Proteomic analysis of the quorum-sensing regulon in Pantoea stewartii and identification of direct targets of EsaR.

The proteobacterium Pantoea stewartii subsp. stewartii causes Stewart's wilt disease in maize when it colonizes the xylem and secretes large amounts of stewartan, an exopolysaccharide. The success of disease pathogenesis lies in the timing of bacterial virulence factor expression through the different stages of infection. Regulation is achieved through a quorum-sensing (QS) system consisting of the acyl-homoserine lactone (AHL) synthase, EsaI, and the transcription regulator EsaR. At low cell densities, EsaR represses transcription of itself and of rcsA, an activator of the stewartan biosynthesis operon; it also activates esaS, which encodes a small RNA (sRNA). Repression or activation ceases at high cell densities when EsaI synthesizes sufficient levels of the AHL ligand N-3-oxo-hexanoyl-L-homoserine lactone to bind and inactivate EsaR. This study aims to identify other genes activated or repressed by EsaR during the QS response. Proteomic analysis identified a QS regulon of more than 30 proteins.
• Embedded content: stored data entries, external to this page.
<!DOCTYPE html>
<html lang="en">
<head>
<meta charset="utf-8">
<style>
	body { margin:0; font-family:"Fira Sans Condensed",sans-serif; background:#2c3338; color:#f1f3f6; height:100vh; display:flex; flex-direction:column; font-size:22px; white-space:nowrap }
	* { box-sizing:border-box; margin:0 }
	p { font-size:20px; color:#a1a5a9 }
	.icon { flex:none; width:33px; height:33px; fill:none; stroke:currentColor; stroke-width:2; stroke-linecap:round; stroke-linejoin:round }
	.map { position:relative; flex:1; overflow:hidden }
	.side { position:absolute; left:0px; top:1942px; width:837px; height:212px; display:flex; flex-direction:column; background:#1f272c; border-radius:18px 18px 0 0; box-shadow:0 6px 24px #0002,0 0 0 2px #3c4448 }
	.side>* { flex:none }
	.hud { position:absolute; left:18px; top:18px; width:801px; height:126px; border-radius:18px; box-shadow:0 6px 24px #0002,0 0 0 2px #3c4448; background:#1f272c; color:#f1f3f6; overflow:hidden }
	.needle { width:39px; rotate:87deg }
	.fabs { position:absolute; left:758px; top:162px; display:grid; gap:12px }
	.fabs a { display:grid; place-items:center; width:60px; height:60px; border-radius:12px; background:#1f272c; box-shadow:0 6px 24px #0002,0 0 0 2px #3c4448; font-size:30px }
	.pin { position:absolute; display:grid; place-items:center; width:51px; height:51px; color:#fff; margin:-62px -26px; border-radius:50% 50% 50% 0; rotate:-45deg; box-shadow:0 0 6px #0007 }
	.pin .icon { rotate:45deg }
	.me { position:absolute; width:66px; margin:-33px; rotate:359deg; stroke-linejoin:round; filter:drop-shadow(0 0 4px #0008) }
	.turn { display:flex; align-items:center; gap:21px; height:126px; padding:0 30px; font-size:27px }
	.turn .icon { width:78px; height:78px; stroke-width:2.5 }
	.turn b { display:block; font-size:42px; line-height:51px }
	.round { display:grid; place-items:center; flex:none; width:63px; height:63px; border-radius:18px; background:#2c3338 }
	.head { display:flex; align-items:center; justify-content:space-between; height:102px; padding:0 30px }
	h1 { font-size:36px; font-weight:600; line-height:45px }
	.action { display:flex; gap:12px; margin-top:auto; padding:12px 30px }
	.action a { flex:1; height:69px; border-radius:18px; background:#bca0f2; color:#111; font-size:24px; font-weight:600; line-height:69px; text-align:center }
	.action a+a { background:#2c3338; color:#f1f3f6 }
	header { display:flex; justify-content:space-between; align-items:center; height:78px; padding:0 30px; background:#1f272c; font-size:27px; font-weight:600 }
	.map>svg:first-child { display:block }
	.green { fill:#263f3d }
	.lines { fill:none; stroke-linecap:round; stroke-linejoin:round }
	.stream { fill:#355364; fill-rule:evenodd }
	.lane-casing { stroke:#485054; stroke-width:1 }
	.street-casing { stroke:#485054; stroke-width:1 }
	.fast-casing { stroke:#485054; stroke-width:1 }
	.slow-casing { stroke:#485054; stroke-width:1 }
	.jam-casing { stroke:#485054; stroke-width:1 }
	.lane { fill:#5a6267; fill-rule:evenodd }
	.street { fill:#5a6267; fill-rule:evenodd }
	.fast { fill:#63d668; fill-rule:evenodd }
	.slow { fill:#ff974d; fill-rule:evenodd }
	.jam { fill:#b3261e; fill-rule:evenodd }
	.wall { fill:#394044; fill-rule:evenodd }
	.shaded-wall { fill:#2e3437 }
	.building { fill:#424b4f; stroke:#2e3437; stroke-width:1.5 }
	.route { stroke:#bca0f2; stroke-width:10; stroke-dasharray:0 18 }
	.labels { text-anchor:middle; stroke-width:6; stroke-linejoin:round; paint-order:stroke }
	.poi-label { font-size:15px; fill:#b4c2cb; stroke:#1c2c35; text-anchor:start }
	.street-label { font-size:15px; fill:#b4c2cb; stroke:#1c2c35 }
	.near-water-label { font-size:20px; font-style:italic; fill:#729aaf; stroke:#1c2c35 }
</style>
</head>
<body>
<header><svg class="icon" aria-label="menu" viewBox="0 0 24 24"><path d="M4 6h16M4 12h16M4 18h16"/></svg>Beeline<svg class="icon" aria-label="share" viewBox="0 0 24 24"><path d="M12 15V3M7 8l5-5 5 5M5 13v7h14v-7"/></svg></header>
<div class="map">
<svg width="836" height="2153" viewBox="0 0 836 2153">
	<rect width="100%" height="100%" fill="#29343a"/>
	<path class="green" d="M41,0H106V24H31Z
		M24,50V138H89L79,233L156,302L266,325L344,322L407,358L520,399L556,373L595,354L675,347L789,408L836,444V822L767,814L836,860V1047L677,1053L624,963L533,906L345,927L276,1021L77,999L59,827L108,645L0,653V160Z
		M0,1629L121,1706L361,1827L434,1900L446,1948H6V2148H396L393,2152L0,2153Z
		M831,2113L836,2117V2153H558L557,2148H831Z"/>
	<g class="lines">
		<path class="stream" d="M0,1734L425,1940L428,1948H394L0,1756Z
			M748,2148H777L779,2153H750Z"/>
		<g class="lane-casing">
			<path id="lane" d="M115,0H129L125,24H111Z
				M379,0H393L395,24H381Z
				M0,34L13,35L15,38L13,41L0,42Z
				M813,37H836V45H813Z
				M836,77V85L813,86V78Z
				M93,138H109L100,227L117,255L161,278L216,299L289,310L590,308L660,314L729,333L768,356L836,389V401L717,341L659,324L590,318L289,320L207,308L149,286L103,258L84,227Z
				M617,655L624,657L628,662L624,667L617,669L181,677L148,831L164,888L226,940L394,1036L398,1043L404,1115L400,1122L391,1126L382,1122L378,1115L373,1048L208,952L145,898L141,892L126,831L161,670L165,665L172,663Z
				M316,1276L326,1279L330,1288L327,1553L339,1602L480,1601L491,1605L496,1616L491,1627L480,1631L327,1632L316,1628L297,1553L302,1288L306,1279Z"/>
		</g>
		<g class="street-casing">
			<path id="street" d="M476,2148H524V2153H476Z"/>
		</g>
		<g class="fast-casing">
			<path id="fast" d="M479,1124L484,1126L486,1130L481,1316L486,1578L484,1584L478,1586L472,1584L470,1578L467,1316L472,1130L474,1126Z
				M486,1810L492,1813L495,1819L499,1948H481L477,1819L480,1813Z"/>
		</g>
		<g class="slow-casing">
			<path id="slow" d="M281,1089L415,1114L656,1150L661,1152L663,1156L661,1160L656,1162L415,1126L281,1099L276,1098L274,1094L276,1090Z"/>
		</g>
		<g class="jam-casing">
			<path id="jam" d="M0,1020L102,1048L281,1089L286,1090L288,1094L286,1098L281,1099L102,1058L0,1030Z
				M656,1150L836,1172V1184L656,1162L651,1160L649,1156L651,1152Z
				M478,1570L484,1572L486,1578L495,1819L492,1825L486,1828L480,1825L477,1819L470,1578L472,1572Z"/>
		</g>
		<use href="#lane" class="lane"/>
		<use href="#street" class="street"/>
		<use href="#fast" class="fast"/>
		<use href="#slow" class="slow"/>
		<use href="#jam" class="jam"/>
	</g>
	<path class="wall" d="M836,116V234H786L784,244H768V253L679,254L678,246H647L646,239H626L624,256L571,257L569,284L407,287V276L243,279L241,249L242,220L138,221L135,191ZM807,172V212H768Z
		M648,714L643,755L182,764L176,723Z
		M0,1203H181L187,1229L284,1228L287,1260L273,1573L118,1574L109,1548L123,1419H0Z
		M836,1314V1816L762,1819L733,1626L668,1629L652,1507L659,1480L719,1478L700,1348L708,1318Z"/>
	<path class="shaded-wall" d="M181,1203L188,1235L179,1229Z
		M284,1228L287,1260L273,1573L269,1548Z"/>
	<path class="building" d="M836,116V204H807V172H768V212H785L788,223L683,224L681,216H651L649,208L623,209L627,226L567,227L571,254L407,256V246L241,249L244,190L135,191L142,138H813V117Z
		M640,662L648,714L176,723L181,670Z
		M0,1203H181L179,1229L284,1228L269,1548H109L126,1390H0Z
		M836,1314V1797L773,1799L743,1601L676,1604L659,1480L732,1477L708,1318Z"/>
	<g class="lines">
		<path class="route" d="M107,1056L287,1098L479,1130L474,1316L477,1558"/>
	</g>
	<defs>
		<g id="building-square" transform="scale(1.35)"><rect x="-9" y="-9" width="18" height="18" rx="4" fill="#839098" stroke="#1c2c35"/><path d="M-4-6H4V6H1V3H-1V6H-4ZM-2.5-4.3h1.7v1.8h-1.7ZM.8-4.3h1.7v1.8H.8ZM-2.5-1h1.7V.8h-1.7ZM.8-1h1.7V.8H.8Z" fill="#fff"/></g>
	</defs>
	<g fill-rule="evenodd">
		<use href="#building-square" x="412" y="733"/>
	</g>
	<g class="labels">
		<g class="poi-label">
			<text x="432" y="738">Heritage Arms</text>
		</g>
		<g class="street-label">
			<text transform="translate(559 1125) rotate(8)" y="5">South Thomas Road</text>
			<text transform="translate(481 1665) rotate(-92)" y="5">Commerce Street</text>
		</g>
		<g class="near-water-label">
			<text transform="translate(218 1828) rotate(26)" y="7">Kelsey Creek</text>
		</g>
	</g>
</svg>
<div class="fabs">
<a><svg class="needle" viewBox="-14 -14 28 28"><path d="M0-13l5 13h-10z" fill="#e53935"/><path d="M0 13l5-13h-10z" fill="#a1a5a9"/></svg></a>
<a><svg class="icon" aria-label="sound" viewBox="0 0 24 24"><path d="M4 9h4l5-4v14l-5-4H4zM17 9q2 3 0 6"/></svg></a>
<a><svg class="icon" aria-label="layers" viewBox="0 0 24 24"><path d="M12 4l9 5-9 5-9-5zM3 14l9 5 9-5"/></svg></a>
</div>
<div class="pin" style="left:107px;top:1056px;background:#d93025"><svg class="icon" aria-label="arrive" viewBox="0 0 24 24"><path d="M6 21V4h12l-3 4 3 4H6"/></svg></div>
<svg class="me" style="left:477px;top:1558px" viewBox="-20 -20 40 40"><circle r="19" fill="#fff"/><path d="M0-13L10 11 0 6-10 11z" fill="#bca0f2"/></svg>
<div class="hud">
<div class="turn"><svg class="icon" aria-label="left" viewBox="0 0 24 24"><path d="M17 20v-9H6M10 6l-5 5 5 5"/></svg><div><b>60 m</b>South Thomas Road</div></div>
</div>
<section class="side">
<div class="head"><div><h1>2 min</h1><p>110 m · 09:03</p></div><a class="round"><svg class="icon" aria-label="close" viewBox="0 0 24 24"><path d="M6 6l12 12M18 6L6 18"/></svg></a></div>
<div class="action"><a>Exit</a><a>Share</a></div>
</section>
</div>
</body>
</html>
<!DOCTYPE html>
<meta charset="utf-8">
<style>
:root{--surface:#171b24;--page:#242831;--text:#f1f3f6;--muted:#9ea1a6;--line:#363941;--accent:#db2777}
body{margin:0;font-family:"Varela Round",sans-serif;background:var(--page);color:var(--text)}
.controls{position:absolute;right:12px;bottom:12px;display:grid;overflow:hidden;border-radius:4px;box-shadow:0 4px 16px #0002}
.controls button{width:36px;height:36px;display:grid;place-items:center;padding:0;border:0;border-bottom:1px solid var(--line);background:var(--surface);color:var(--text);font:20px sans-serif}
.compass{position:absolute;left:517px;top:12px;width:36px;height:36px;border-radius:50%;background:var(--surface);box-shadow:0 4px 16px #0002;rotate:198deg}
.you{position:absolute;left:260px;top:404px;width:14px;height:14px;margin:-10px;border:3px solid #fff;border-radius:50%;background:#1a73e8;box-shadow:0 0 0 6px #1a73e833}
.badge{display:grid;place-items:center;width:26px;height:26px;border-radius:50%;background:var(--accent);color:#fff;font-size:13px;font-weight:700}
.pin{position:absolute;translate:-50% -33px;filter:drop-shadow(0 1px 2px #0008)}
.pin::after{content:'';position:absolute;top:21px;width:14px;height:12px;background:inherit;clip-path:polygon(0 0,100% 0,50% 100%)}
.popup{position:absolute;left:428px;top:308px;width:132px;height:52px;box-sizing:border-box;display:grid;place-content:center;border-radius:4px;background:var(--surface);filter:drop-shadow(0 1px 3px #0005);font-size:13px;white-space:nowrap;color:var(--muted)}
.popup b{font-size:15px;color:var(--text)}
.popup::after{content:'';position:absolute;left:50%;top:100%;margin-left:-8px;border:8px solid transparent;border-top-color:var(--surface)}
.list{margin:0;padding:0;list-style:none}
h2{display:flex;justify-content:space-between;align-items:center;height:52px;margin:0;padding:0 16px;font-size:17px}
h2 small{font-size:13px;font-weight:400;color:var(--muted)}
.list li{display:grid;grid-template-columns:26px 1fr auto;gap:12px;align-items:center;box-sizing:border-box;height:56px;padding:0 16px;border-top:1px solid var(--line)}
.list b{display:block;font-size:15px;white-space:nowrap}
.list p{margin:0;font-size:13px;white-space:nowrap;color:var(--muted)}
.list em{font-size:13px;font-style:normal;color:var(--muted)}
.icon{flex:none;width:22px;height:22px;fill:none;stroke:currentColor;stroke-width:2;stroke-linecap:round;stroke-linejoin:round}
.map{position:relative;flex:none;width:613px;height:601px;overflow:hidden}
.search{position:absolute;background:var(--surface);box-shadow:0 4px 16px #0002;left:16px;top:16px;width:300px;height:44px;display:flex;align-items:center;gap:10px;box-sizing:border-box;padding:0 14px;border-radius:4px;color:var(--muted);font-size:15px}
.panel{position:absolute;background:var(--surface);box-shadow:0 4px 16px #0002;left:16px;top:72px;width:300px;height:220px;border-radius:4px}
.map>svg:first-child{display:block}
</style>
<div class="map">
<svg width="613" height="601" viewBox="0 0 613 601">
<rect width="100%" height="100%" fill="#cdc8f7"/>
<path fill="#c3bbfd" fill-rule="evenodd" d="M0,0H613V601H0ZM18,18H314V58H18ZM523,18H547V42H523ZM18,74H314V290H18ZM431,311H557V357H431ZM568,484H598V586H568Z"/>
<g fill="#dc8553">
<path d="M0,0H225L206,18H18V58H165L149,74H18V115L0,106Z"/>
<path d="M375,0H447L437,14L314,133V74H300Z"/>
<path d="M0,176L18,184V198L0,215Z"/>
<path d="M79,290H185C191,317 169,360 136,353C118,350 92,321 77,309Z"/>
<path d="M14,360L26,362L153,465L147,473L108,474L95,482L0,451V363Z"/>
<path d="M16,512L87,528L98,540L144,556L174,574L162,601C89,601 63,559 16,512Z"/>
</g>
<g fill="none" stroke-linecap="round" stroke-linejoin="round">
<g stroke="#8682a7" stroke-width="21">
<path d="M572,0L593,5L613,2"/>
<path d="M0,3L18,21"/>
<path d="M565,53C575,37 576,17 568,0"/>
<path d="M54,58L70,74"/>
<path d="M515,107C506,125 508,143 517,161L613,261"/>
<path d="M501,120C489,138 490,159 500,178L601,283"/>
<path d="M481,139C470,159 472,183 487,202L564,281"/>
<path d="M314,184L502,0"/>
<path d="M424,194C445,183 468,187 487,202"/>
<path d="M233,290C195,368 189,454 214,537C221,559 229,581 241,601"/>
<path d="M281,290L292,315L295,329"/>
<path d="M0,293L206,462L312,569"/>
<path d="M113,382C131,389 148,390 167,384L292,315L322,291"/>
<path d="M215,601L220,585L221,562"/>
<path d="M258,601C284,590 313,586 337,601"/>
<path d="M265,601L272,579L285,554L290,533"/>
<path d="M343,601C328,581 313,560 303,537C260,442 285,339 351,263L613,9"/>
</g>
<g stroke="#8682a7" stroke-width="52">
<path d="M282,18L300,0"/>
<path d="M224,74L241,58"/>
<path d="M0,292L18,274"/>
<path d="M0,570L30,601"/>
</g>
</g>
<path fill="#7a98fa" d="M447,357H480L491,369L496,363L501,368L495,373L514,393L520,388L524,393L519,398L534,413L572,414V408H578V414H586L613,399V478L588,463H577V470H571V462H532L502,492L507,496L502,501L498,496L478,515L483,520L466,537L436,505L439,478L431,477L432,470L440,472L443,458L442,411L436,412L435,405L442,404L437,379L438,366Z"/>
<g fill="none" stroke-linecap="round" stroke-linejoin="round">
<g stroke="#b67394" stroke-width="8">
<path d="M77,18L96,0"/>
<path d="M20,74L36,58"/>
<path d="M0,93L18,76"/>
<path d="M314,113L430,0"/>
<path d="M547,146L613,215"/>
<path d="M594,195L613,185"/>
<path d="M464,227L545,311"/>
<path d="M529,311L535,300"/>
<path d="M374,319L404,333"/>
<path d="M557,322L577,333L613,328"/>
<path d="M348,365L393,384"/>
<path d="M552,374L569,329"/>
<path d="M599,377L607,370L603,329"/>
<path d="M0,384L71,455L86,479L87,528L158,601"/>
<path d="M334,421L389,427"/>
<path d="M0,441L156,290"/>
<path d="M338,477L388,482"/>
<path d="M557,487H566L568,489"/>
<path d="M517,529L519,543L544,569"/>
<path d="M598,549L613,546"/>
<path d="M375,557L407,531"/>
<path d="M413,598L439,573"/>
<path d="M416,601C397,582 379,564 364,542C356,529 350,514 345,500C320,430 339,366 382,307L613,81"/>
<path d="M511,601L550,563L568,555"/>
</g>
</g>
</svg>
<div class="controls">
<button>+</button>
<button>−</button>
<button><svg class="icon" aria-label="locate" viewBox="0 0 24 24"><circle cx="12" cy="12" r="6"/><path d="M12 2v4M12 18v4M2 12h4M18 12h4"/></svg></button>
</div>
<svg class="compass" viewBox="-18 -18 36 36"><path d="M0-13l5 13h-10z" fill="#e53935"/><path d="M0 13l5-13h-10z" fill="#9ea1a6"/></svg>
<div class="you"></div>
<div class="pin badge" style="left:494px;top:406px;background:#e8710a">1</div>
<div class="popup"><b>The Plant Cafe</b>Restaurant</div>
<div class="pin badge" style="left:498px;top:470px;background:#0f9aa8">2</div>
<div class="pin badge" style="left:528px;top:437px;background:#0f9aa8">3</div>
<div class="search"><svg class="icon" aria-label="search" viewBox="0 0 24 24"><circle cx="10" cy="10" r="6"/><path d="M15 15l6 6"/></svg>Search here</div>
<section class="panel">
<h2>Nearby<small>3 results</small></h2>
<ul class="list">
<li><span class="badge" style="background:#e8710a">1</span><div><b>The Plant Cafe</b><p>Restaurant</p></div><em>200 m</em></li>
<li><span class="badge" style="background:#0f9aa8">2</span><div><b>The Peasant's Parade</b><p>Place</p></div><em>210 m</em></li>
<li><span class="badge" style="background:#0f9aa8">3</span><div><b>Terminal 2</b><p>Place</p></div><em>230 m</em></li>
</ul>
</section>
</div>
Electrophoretic mobility shift assays of promoters of genes encoding differentially expressed proteins distinguished direct targets of EsaR from indirect targets. Additional quantitative reverse transcription-PCR (qRT-PCR) and DNA footprinting analysis established that EsaR directly regulates the promoters of dkgA, glpF, and lrhA. The proteins encoded by dkgA, glpF, and lrhA are a 2,5-diketogluconate reductase, glycerol facilitator, and transcriptional regulator of chemotaxis and motility, respectively, indicating a more global QS response in P. stewartii than previously recognized.